YOUR OBJECTIVE -
Pull out from the material below all lines with "DJEKE".

■ ■ ■

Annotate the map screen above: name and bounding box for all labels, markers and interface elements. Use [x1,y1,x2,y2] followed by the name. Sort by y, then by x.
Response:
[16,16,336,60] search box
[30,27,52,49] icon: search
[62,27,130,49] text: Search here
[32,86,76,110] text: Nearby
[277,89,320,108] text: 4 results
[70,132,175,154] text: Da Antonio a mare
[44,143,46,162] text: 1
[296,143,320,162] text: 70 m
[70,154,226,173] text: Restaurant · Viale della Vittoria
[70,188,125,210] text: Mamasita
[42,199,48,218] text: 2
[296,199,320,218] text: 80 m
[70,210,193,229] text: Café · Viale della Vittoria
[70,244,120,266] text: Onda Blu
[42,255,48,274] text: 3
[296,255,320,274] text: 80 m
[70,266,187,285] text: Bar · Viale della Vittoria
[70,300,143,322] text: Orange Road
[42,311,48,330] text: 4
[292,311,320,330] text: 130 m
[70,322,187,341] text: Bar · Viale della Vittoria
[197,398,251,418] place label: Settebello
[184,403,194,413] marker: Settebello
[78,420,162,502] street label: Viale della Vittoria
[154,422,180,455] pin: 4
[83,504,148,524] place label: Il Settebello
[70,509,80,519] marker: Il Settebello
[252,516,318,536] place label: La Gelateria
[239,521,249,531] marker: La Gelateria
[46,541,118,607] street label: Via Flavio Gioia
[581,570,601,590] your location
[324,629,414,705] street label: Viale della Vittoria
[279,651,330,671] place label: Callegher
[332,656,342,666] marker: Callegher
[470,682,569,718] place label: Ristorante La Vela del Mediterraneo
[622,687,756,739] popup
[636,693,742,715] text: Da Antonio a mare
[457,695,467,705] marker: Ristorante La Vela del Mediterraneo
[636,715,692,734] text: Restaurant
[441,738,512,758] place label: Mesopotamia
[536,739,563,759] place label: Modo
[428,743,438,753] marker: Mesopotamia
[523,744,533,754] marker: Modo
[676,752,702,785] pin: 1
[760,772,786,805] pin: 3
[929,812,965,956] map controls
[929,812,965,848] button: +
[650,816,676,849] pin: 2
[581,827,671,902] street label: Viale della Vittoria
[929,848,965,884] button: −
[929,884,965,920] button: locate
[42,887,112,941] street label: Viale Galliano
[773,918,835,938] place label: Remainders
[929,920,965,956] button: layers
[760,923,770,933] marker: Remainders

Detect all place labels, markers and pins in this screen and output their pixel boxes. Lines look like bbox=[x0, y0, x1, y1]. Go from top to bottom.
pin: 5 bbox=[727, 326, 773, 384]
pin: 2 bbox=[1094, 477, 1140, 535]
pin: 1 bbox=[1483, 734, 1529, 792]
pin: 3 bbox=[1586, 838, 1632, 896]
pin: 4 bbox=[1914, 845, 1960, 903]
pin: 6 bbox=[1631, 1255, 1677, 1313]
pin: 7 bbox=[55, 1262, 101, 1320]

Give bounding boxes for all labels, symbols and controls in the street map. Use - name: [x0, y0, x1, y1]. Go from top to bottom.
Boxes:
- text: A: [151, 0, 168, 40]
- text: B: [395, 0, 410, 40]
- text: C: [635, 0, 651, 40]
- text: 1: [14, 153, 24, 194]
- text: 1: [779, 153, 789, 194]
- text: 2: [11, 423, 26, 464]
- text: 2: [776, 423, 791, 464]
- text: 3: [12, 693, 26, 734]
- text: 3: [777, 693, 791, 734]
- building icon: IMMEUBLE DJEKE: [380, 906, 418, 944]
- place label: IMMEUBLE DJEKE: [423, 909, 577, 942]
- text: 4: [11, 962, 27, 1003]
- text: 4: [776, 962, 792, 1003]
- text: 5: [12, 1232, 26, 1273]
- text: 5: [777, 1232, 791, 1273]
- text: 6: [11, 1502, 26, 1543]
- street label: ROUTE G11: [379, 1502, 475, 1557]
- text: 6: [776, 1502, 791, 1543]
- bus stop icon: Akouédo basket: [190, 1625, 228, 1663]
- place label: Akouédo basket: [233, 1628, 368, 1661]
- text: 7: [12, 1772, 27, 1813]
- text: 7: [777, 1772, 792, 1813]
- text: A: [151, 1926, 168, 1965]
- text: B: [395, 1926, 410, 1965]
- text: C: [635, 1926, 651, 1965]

■ ■ ■

EXERCISE RESPONSE -
- building icon: IMMEUBLE DJEKE: [380, 906, 418, 944]
- place label: IMMEUBLE DJEKE: [423, 909, 577, 942]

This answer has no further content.